イン・ザ・クローゼット
アレットがぱちんと手を打ち鳴らすと、そのとおり、とウサギ耳は拍手をした。
「あの辺りにいるって本に書いてあったから、汽車に乗ってね――帰りのチケットまで買って」
アレットは身を乗り出してウサギ耳の話を聞いた。こういう話は好きだった――学校で仲のいい友達と、だれとだれがキスしたらしい、といううわさ話をするよりも、もっと興味をそそられる。
「でも見つけられなかったんですよね? だって、チケットはわたしが使っちゃったから――」
「いいや、見つけたよ、ちゃんとね」
ウサギ耳はにっこり、実に人がよさそうなふうに笑って、アレットの手をぎゅっとにぎった。ウサギ耳の手はとてもあたたかくて、アレットはそのあたたかさよりも、むしろ自分の手が冷たかったことにびっくりした。一瞬心臓がどきんと跳ねたのを、アレットはその温度差のせいだと思いたかった。

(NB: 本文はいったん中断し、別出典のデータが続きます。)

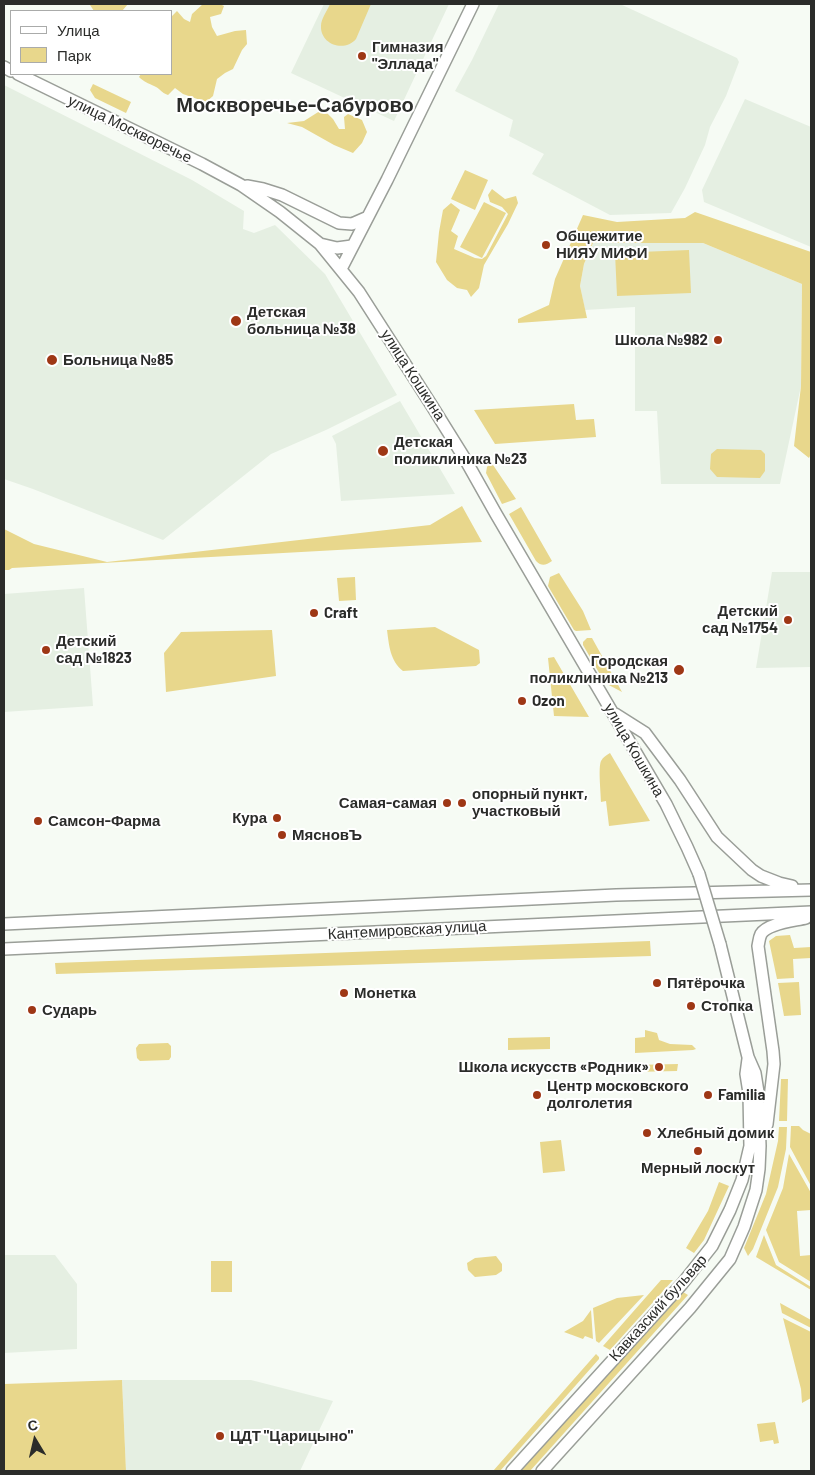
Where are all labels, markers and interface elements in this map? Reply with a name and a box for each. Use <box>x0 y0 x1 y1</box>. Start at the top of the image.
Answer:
legend <box>10 10 172 75</box>
text: Улица <box>57 21 100 39</box>
place label: Гимназия "Эллада" <box>372 38 443 73</box>
text: Парк <box>57 46 91 64</box>
marker: Гимназия "Эллада" <box>356 50 368 62</box>
street label: улица Москворечье <box>65 91 195 167</box>
district label: Москворечье-Сабурово <box>176 93 414 117</box>
place label: Общежитие НИЯУ МИФИ <box>556 227 648 262</box>
marker: Общежитие НИЯУ МИФИ <box>540 239 552 251</box>
place label: Детская больница №38 <box>247 303 356 338</box>
marker: Детская больница №38 <box>229 314 243 328</box>
street label: улица Кошкина <box>377 326 449 424</box>
place label: Школа №982 <box>615 331 708 349</box>
marker: Школа №982 <box>712 334 724 346</box>
place label: Больница №85 <box>63 351 173 369</box>
marker: Больница №85 <box>45 353 59 367</box>
place label: Детская поликлиника №23 <box>394 433 527 468</box>
marker: Детская поликлиника №23 <box>376 444 390 458</box>
place label: Детский сад №1754 <box>702 602 778 637</box>
place label: Craft <box>324 604 358 622</box>
marker: Craft <box>308 607 320 619</box>
marker: Детский сад №1754 <box>782 614 794 626</box>
place label: Детский сад №1823 <box>56 632 132 667</box>
marker: Детский сад №1823 <box>40 644 52 656</box>
place label: Городская поликлиника №213 <box>529 652 668 687</box>
marker: Городская поликлиника №213 <box>672 663 686 677</box>
place label: Ozon <box>532 692 565 710</box>
marker: Ozon <box>516 695 528 707</box>
street label: улица Кошкина <box>600 700 668 800</box>
place label: опорный пункт, участковый <box>472 785 588 820</box>
place label: Самая-самая <box>339 794 437 812</box>
marker: Самая-самая <box>441 797 453 809</box>
marker: опорный пункт, участковый <box>456 797 468 809</box>
place label: Кура <box>232 809 267 827</box>
place label: Самсон-Фарма <box>48 812 160 830</box>
marker: Кура <box>271 812 283 824</box>
marker: Самсон-Фарма <box>32 815 44 827</box>
place label: МясновЪ <box>292 826 362 844</box>
marker: МясновЪ <box>276 829 288 841</box>
street label: Кантемировская улица <box>327 917 487 943</box>
place label: Пятёрочка <box>667 974 745 992</box>
marker: Пятёрочка <box>651 977 663 989</box>
place label: Монетка <box>354 984 416 1002</box>
marker: Монетка <box>338 987 350 999</box>
place label: Стопка <box>701 997 753 1015</box>
marker: Стопка <box>685 1000 697 1012</box>
place label: Сударь <box>42 1001 97 1019</box>
marker: Сударь <box>26 1004 38 1016</box>
place label: Школа искусств «Родник» <box>458 1058 649 1076</box>
marker: Школа искусств «Родник» <box>653 1061 665 1073</box>
place label: Центр московского долголетия <box>547 1077 689 1112</box>
place label: Familia <box>718 1086 765 1104</box>
marker: Центр московского долголетия <box>531 1089 543 1101</box>
marker: Familia <box>702 1089 714 1101</box>
place label: Хлебный домик <box>657 1124 774 1142</box>
marker: Хлебный домик <box>641 1127 653 1139</box>
marker: Мерный лоскут <box>692 1145 704 1157</box>
place label: Мерный лоскут <box>641 1159 755 1177</box>
street label: Кавказский бульвар <box>605 1251 711 1365</box>
north arrow <box>10 1415 60 1465</box>
text: С <box>26 1416 39 1434</box>
place label: ЦДТ "Царицыно" <box>230 1427 353 1445</box>
marker: ЦДТ "Царицыно" <box>214 1430 226 1442</box>

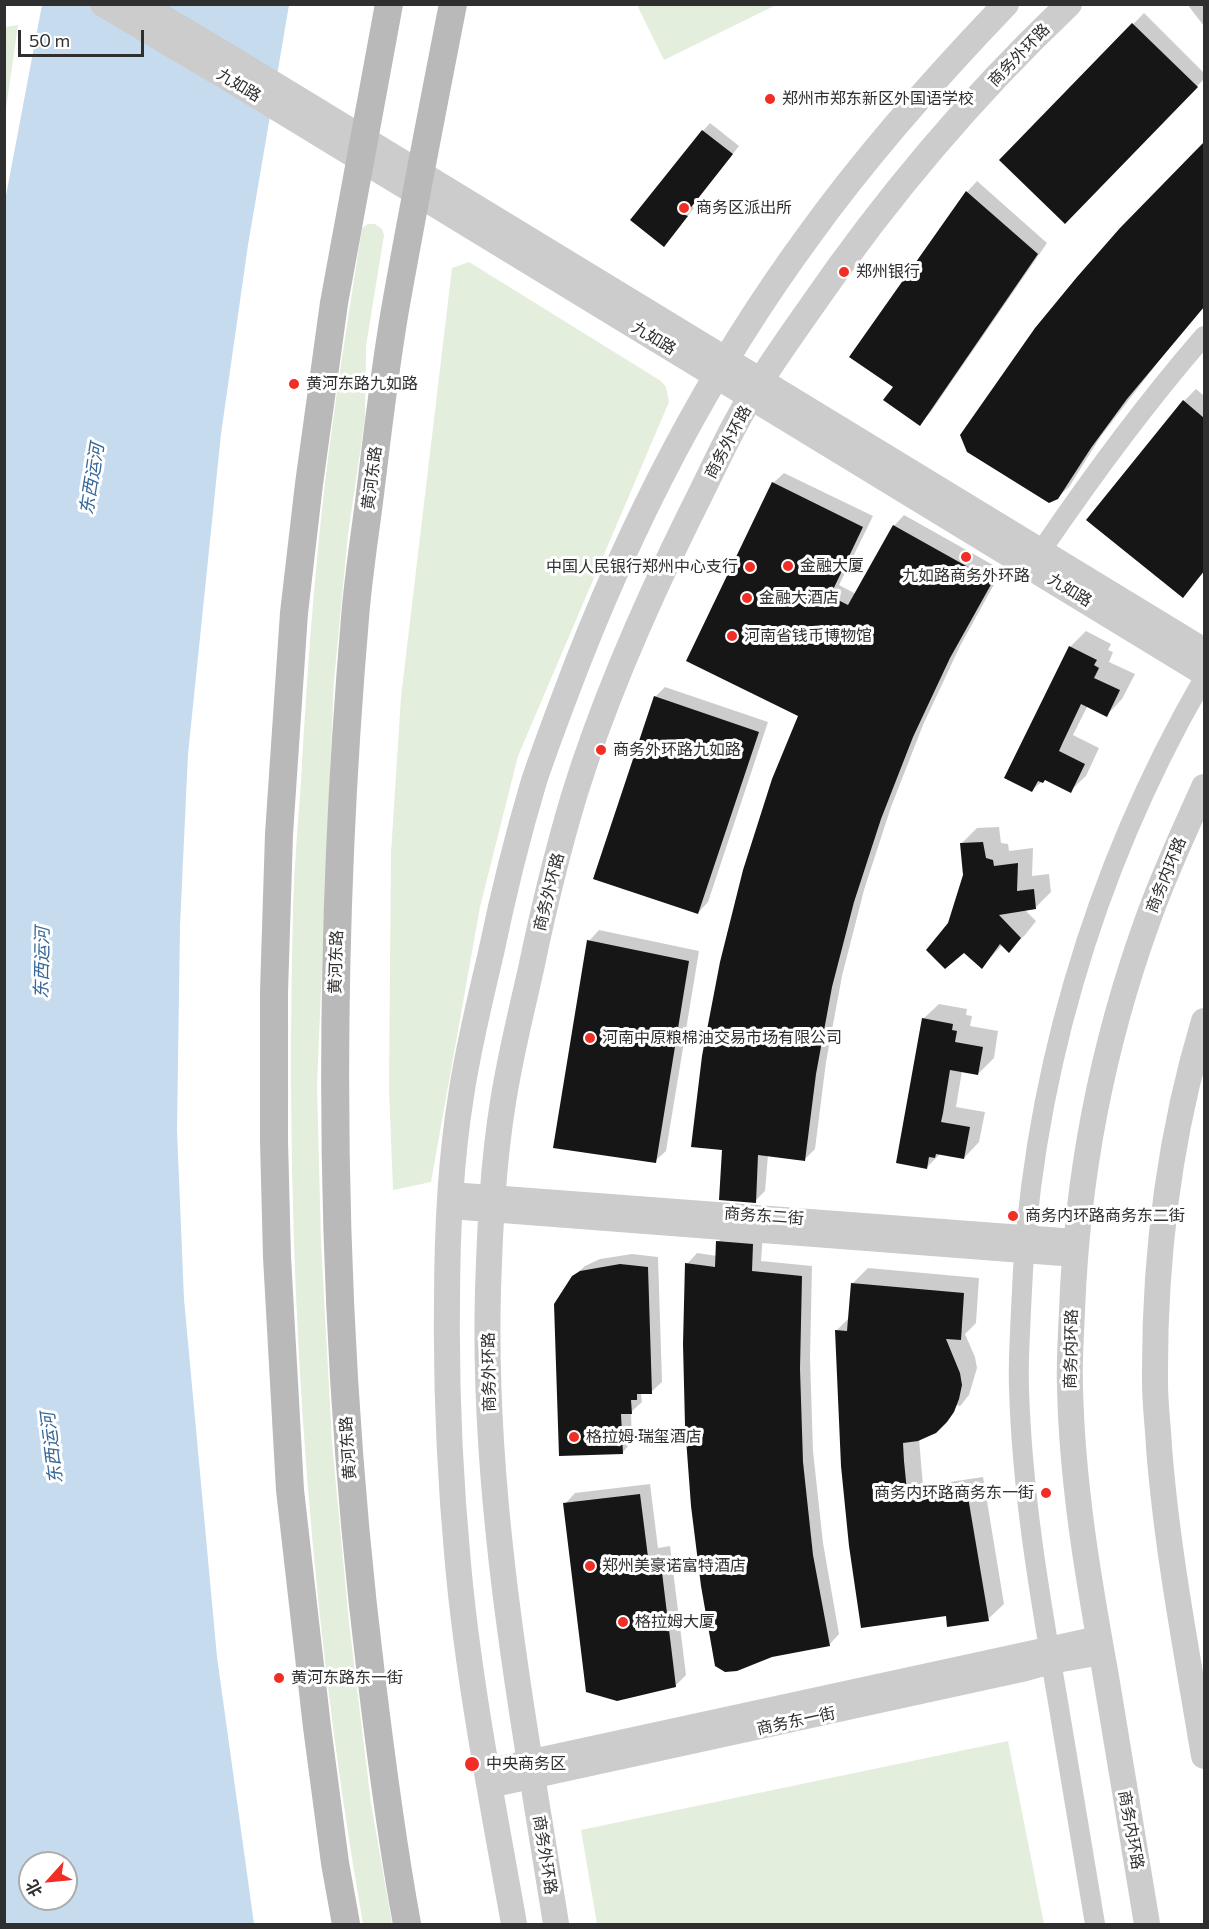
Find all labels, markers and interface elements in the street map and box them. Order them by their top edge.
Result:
scale bar [21,18,147,56]
street label: 商务外环路 [984,20,1054,90]
text: 50 m [29,29,70,51]
street label: 九如路 [213,64,265,106]
place label: 郑州市郑东新区外国语学校 [782,89,974,109]
marker: 郑州市郑东新区外国语学校 [763,92,777,106]
place label: 商务区派出所 [696,198,792,218]
marker: 商务区派出所 [677,201,691,215]
place label: 郑州银行 [856,262,920,282]
marker: 郑州银行 [837,265,851,279]
street label: 九如路 [628,317,680,359]
place label: 黄河东路九如路 [306,374,418,394]
marker: 黄河东路九如路 [287,377,301,391]
street label: 商务外环路 [701,402,755,482]
water label: 东西运河 [76,442,108,516]
street label: 黄河东路 [359,445,385,511]
marker: 九如路商务外环路 [959,550,973,564]
place label: 金融大厦 [800,556,864,576]
place label: 中国人民银行郑州中心支行 [546,557,738,577]
marker: 金融大厦 [781,559,795,573]
marker: 中国人民银行郑州中心支行 [743,560,757,574]
place label: 九如路商务外环路 [902,566,1030,586]
street label: 九如路 [1044,569,1096,611]
place label: 金融大酒店 [759,588,839,608]
marker: 金融大酒店 [740,591,754,605]
place label: 河南省钱币博物馆 [744,626,872,646]
marker: 河南省钱币博物馆 [725,629,739,643]
place label: 商务外环路九如路 [613,740,741,760]
marker: 商务外环路九如路 [594,743,608,757]
street label: 商务内环路 [1142,834,1190,916]
street label: 商务外环路 [530,851,568,933]
water label: 东西运河 [31,927,53,999]
street label: 黄河东路 [325,930,347,994]
place label: 河南中原粮棉油交易市场有限公司 [602,1028,842,1048]
marker: 河南中原粮棉油交易市场有限公司 [583,1031,597,1045]
street label: 商务东二街 [723,1204,805,1228]
place label: 商务内环路商务东二街 [1025,1206,1185,1226]
marker: 商务内环路商务东二街 [1006,1209,1020,1223]
street label: 商务内环路 [1061,1309,1081,1389]
street label: 商务外环路 [479,1332,499,1412]
water label: 东西运河 [37,1411,67,1485]
street label: 黄河东路 [336,1415,360,1481]
place label: 格拉姆·瑞玺酒店 [586,1427,702,1447]
marker: 格拉姆·瑞玺酒店 [567,1430,581,1444]
place label: 商务内环路商务东一街 [874,1483,1034,1503]
marker: 商务内环路商务东一街 [1039,1486,1053,1500]
place label: 郑州美豪诺富特酒店 [602,1556,746,1576]
marker: 郑州美豪诺富特酒店 [583,1559,597,1573]
place label: 格拉姆大厦 [635,1612,715,1632]
marker: 格拉姆大厦 [616,1615,630,1629]
place label: 黄河东路东一街 [291,1668,403,1688]
marker: 黄河东路东一街 [272,1671,286,1685]
street label: 商务东一街 [755,1703,837,1739]
place label: 中央商务区 [486,1754,566,1774]
marker: 中央商务区 [463,1755,481,1773]
street label: 商务内环路 [1115,1789,1147,1871]
street label: 商务外环路 [529,1814,561,1896]
north arrow [18,1851,78,1911]
text: 北 [21,1877,45,1900]

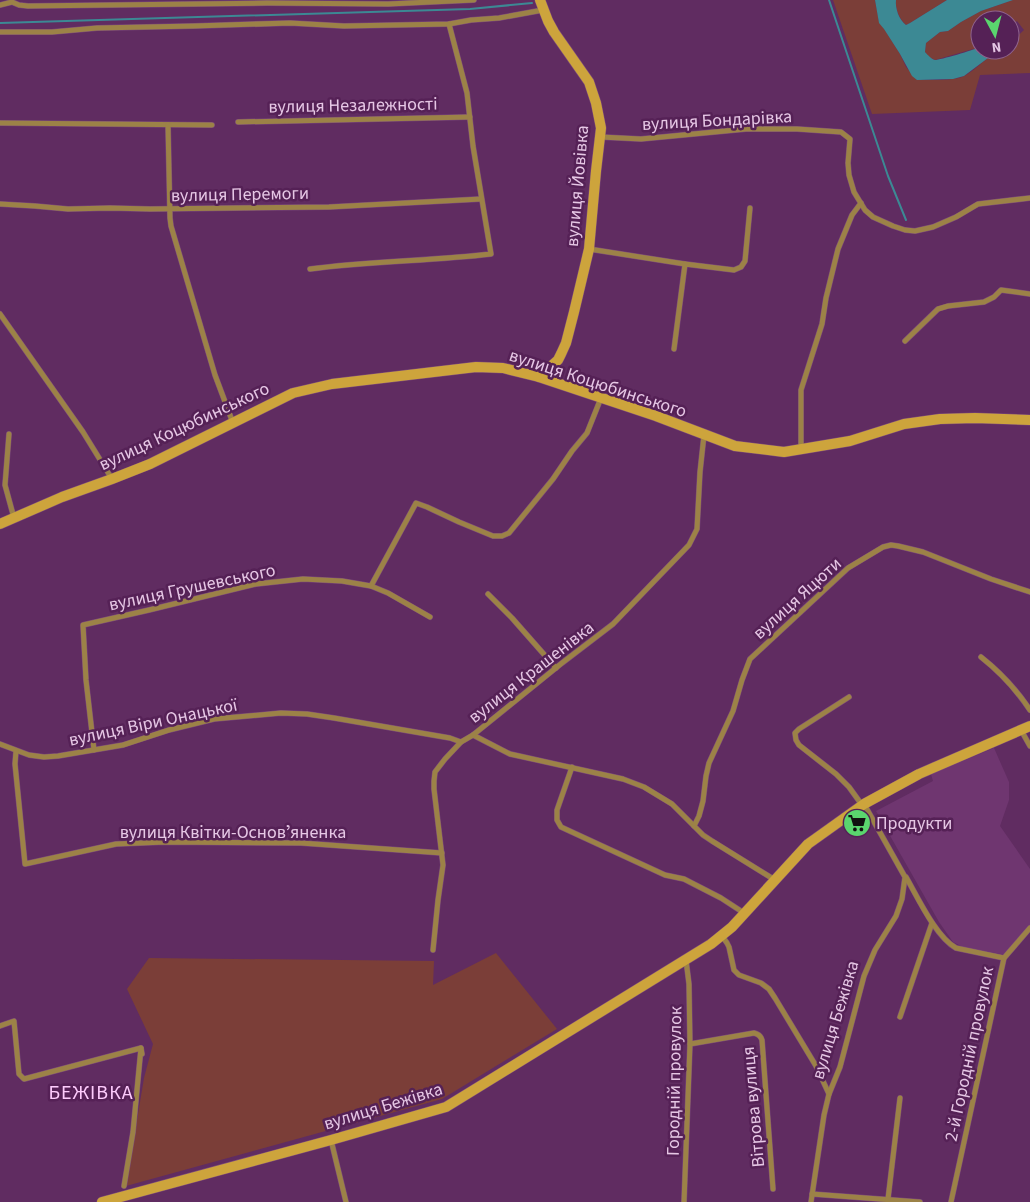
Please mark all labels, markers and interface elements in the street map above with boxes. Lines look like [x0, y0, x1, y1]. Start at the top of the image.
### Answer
north arrow [970, 10, 1020, 60]
text: N [991, 36, 1002, 57]
street label: вулиця Незалежності [268, 92, 438, 119]
street label: вулиця Бондарівка [641, 104, 793, 137]
street label: вулиця Йовівка [560, 124, 595, 248]
street label: вулиця Перемоги [171, 181, 309, 208]
street label: вулиця Коцюбинського [506, 343, 690, 424]
street label: вулиця Коцюбинського [95, 376, 273, 477]
street label: вулиця Яцюти [747, 552, 847, 645]
street label: вулиця Грушевського [107, 558, 278, 617]
street label: вулиця Крашенівка [463, 615, 599, 729]
street label: вулиця Віри Онацької [67, 692, 240, 753]
supermarket icon: Продукти [842, 808, 872, 838]
place label: Продукти [876, 811, 952, 836]
street label: вулиця Квітки-Основʼяненка [120, 820, 346, 845]
street label: вулиця Бежівка [806, 958, 865, 1083]
street label: 2-й Городній провулок [939, 964, 1000, 1144]
street label: Городній провулок [661, 1006, 688, 1156]
street label: Вітрова вулиця [736, 1045, 771, 1168]
street label: вулиця Бежівка [321, 1077, 446, 1136]
district label: БЕЖІВКА [48, 1079, 134, 1107]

「本にも書いてあった。僕の花嫁さんは、アレット、君だ」
アレット、と名前を呼んでくれた時、ウサギ耳はとても真剣な顔をしていた。やっぱりこの人、けっこうかっこいいんだわ。場違いにそんなことを思いながらも、アレットの心臓は勝手にとくとくと早い鼓動をきざんでいた。
これって――恋なのかしら、とアレットは思った。いきなり手の中に降ってきたウサギ耳からの告白と自分の感情に、アレットはまだ慣れていなくてとまどった。恋だとしたら、ウサギ耳は悪い人ではないようだし、彼の花嫁になるのもすてきなことかもしれない。
でも、とも思う。でも、アレットは妹たちを連れて家に帰るためにここに来たのであって、王子様とはもちろん、ウサギ耳と結婚するために来たのではない。妹たちだけを家に帰しても、ママンとパパは哀しむだろうし。
その時がたんと大きく汽車がゆれて、車掌がどこかで「お城ー、お城!」と乗客に伝える声がした。ウサギ耳ははっと我に返ったようにアレットの手をはなして、着いたみたいだね、と窓の外に目をやった。そのしぐさは、なんだかアレットから目をそらしているように見えた。
「行こうか、お嬢さん。妹さんが待ってるよ、きっと」
あまりにウサギ耳の態度が先ほどまでとはちがってひどくうろたえてしまったアレットの手を、今度は片手で彼はそっと取った。少し力をこめてアレットを立ち上がらせながら、ウサギ耳は苦笑いを浮かべて言った。
「さっきのは忘れてくれてかまわないよ、お嬢さん。それに――その方が、きっと君にとってもいいだろうからね」
「え、それはどういう」
意味なんですか、とアレットがたずねるよりも早く、二人は汽車を降りていた。